Ps. I have never met a grown adult with trust issues because their parents told them Santa was real!

Tomorrowillbeachicken · 14/02/2018 19:04

Please make sure your kid doesn’t go into school and ruin it for everyone else.

Autumnsparkles · 14/02/2018 19:04

Also OP I am quite interested to find out why you have linked Santa to questions about sex??? Hmm

Zintox · 14/02/2018 19:04

We don’t do Father Christmas, Easter bunny, tooth fairy or anything like that. We have plenty of fun and my children aren’t damaged. Nor have they spoilt it for others. They know to keep it secret.

But this thread will go down like a cup of cold sick.

ShapelyBingoWing · 14/02/2018 19:05

You're right OP. My parents lying to me about santa really undermined any trust I had in them and the betrayal stayed with me well into adulthood. Hmm

For fuck sake, if this isn't the kind of tripe spouted by the kind of people who are more interested in the principle of the thing rather than the reality, I don't know what is!

mumof2exhausted · 14/02/2018 19:06

Ha ha ha ha - first child is it. Brilliant. Good lunch with that!

GinnyLovesGin · 14/02/2018 19:07

Lol I was a fucking fantastic parent before I had kids too, OP

Eminybob · 14/02/2018 19:07

“I’m never going to lie to my future children about anything”

To not want my future child lied to?
Knittedfairies · 14/02/2018 19:08

I'm with your MIL. You are ridiculous.

5plusMeAndHim · 14/02/2018 19:08

No Op your artwork isn't good it is shite.
No you will never be a doctor because you are too thick.
No you should not try a musical instrument because you are tone deaf.
No you don't look pretty, your nose is too big for that

mustbemad17 · 14/02/2018 19:08

Oh god, your DC are going to be those kids in shopping centres loudly telling everybody that the santa in the grotto is just a man in a beard. Buzzkill!

What happened to investing in our kids' imaginations?

pasturesgreen · 14/02/2018 19:08

Let me get this right...You picked a fight with your MIL about whether or not you'll tell your as-yet-unborn child about Santa?
Right-o, do crack on by all means. Want a medal? Here you go:🎖

Fekko · 14/02/2018 19:09

Booooo you, OP!

You are bonkers. Hope that clarifies things.

🎅 🎅 🎅 🎄

welshmist · 14/02/2018 19:09

You will be so unpopular at primary school.

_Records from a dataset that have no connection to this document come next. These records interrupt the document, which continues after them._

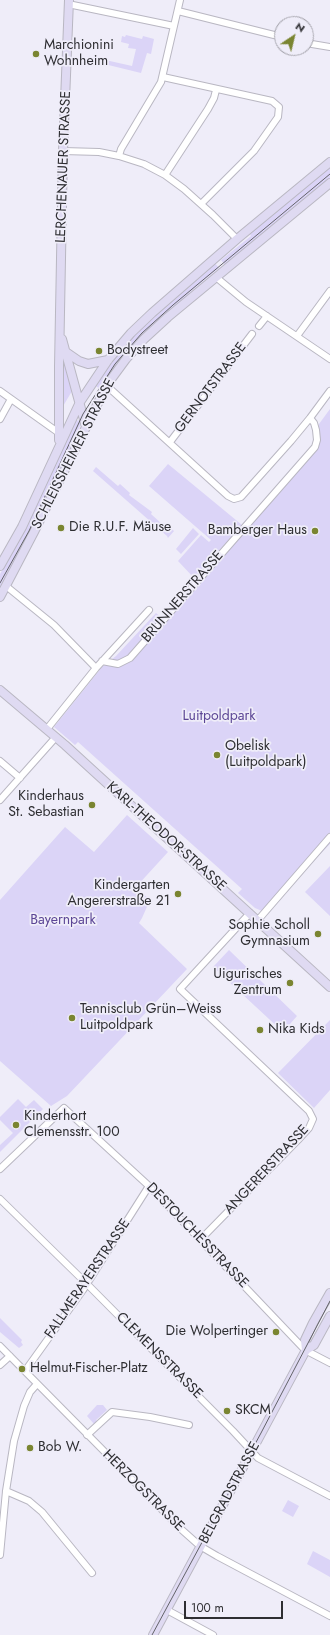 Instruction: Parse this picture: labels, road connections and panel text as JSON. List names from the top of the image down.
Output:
{
  "streets": {
    "main road": [
      "LERCHENAUER STRASSE",
      "SCHLEISSHEIMER STRASSE",
      "KARL-THEODOR-STRASSE",
      "BELGRADSTRASSE"
    ],
    "street": [
      "GERNOTSTRASSE",
      "BRUNNERSTRASSE",
      "ANGERERSTRASSE",
      "DESTOUCHESSTRASSE",
      "FALLMERAYERSTRASSE",
      "CLEMENSSTRASSE",
      "HERZOGSTRASSE"
    ]
  },
  "crossings": [
    ["LERCHENAUER STRASSE", "SCHLEISSHEIMER STRASSE"],
    ["BRUNNERSTRASSE", "KARL-THEODOR-STRASSE"],
    ["KARL-THEODOR-STRASSE", "ANGERERSTRASSE"],
    ["ANGERERSTRASSE", "DESTOUCHESSTRASSE"],
    ["DESTOUCHESSTRASSE", "FALLMERAYERSTRASSE"],
    ["DESTOUCHESSTRASSE", "BELGRADSTRASSE"],
    ["FALLMERAYERSTRASSE", "CLEMENSSTRASSE"],
    ["FALLMERAYERSTRASSE", "HERZOGSTRASSE"],
    ["CLEMENSSTRASSE", "BELGRADSTRASSE"],
    ["HERZOGSTRASSE", "BELGRADSTRASSE"]
  ],
  "parks": ["Luitpoldpark", "Bayernpark"],
  "places": [
    "Marchionini Wohnheim",
    "Bodystreet",
    "Die R.U.F. Mäuse",
    "Bamberger Haus",
    "Obelisk (Luitpoldpark)",
    "Kinderhaus St. Sebastian",
    "Kindergarten Angererstraße 21",
    "Sophie Scholl Gymnasium",
    "Uigurisches Zentrum",
    "Tennisclub Grün–Weiss Luitpoldpark",
    "Nika Kids",
    "Kinderhort Clemensstr. 100",
    "Die Wolpertinger",
    "Helmut-Fischer-Platz",
    "SKCM",
    "Bob W."
  ],
  "scale_bar": "100 m",
  "north": "top right"
} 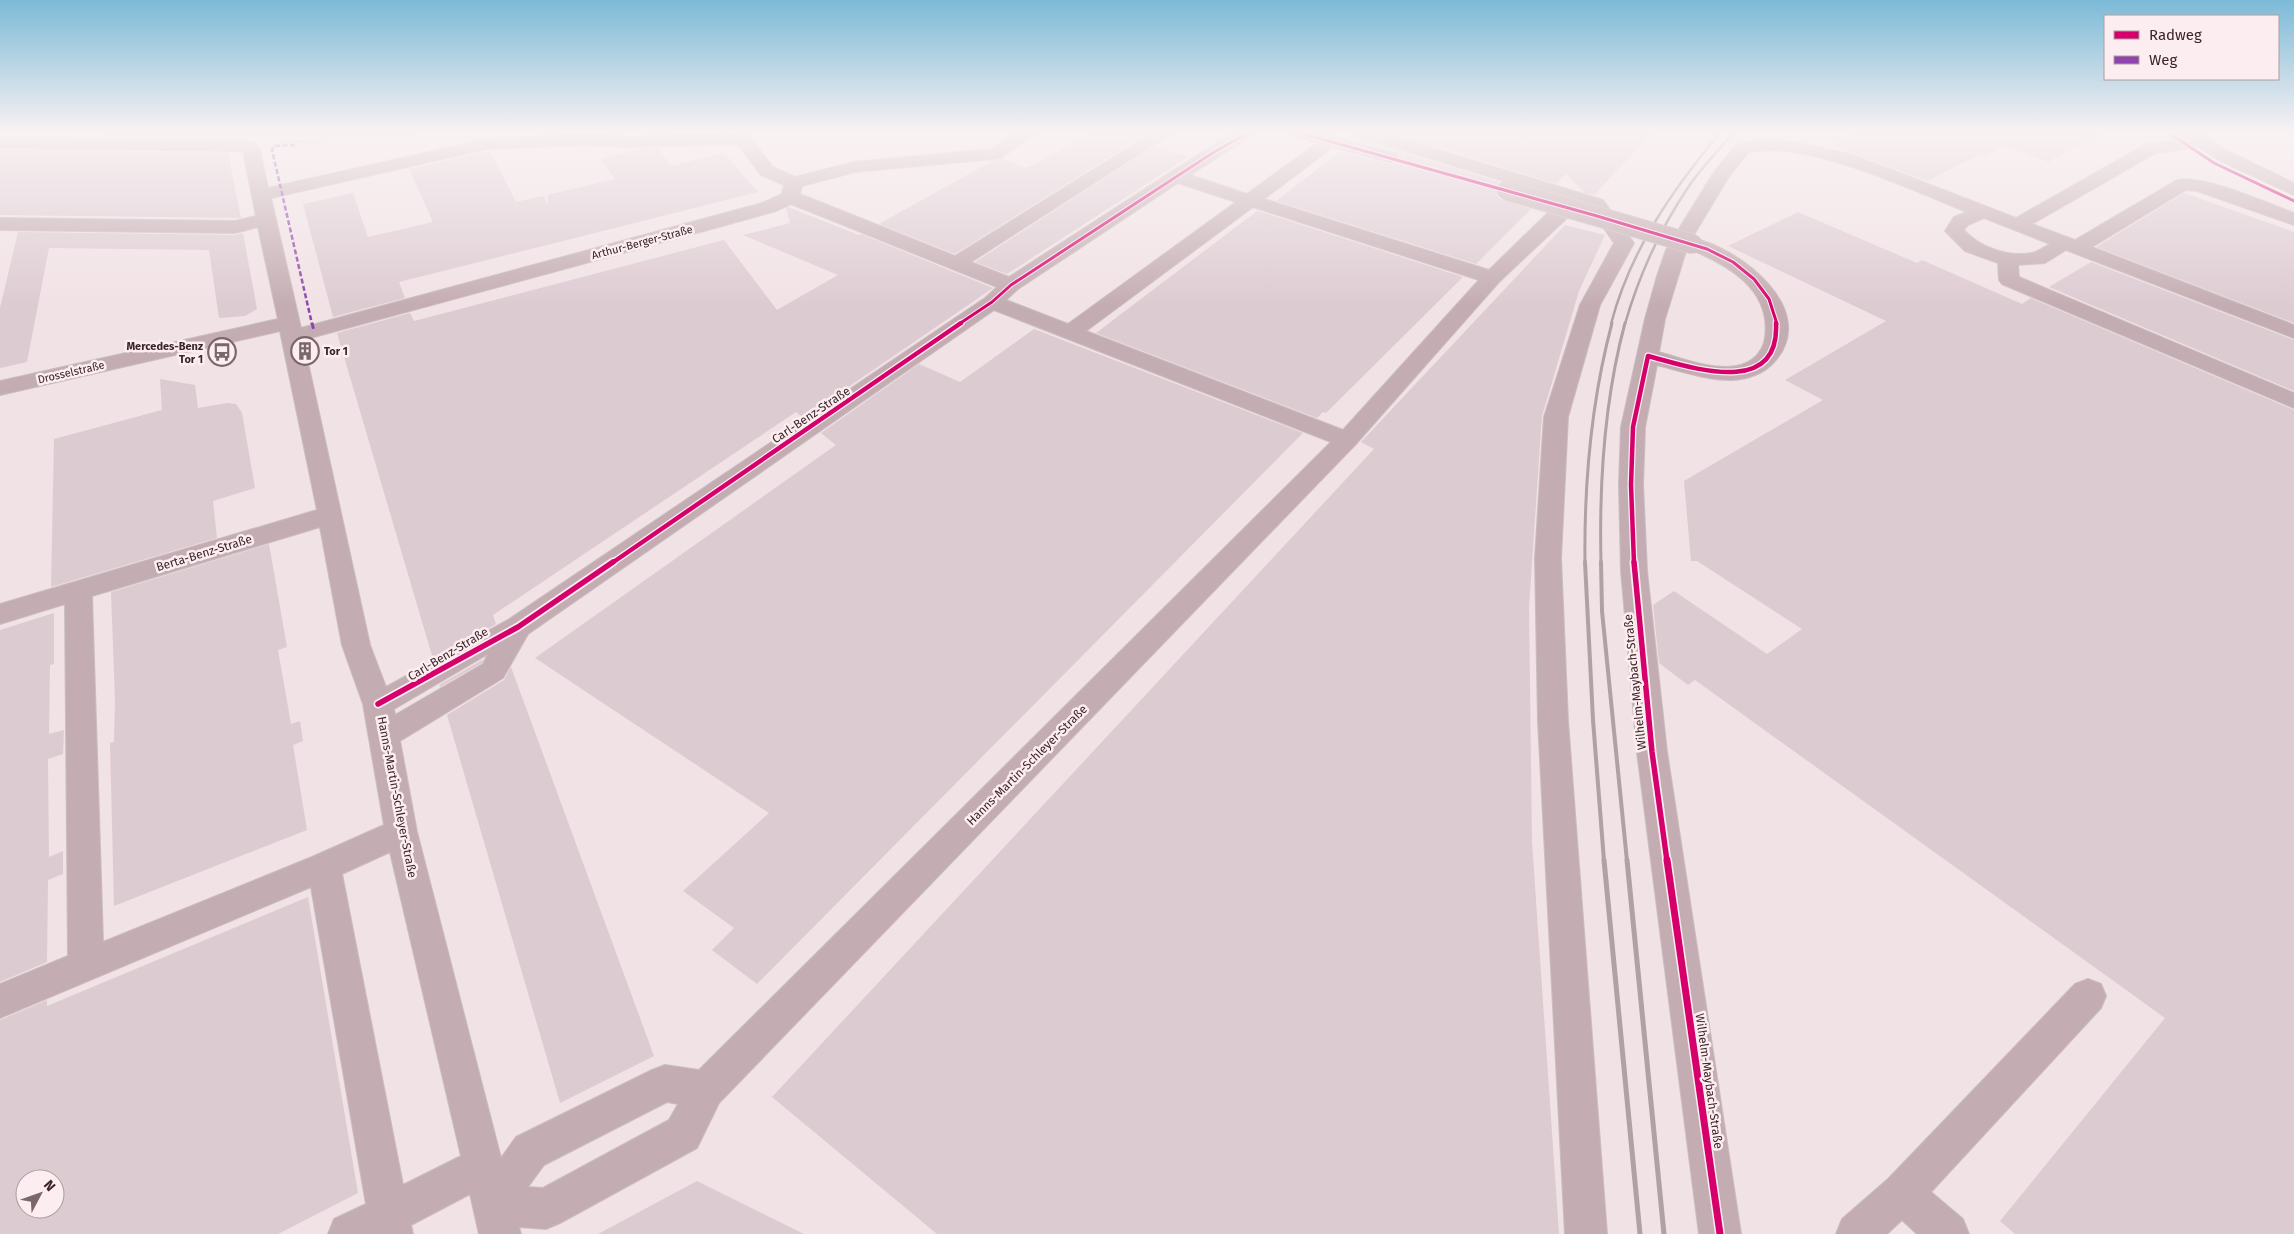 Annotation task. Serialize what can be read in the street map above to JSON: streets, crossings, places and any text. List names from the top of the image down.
{
  "streets": {
    "street": [
      "Arthur-Berger-Straße",
      "Drosselstraße",
      "Carl-Benz-Straße",
      "Berta-Benz-Straße",
      "Wilhelm-Maybach-Straße",
      "Hanns-Martin-Schleyer-Straße"
    ]
  },
  "crossings": [
    ["Arthur-Berger-Straße", "Drosselstraße"],
    ["Arthur-Berger-Straße", "Hanns-Martin-Schleyer-Straße"],
    ["Drosselstraße", "Hanns-Martin-Schleyer-Straße"],
    ["Carl-Benz-Straße", "Hanns-Martin-Schleyer-Straße"],
    ["Berta-Benz-Straße", "Hanns-Martin-Schleyer-Straße"]
  ],
  "places": {
    "building": ["Tor 1"],
    "bus stop": ["Mercedes-Benz Tor 1"]
  },
  "legend": ["Radweg", "Weg"],
  "north": "top right"
}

A family who were raised like this told all their classmates santa was a myth, cue, tears, the parents were called in and told to tell their children to zip it.

ohlittlepea · 14/02/2018 19:09

Parenting hypothetical children is so very very different from parenting real ones. It's good to have a rough idea of your parenting views but I wouldn't set too much in stone...you may feel differently when they are here. There is a difference between bad damaging lies and fun filled traditions.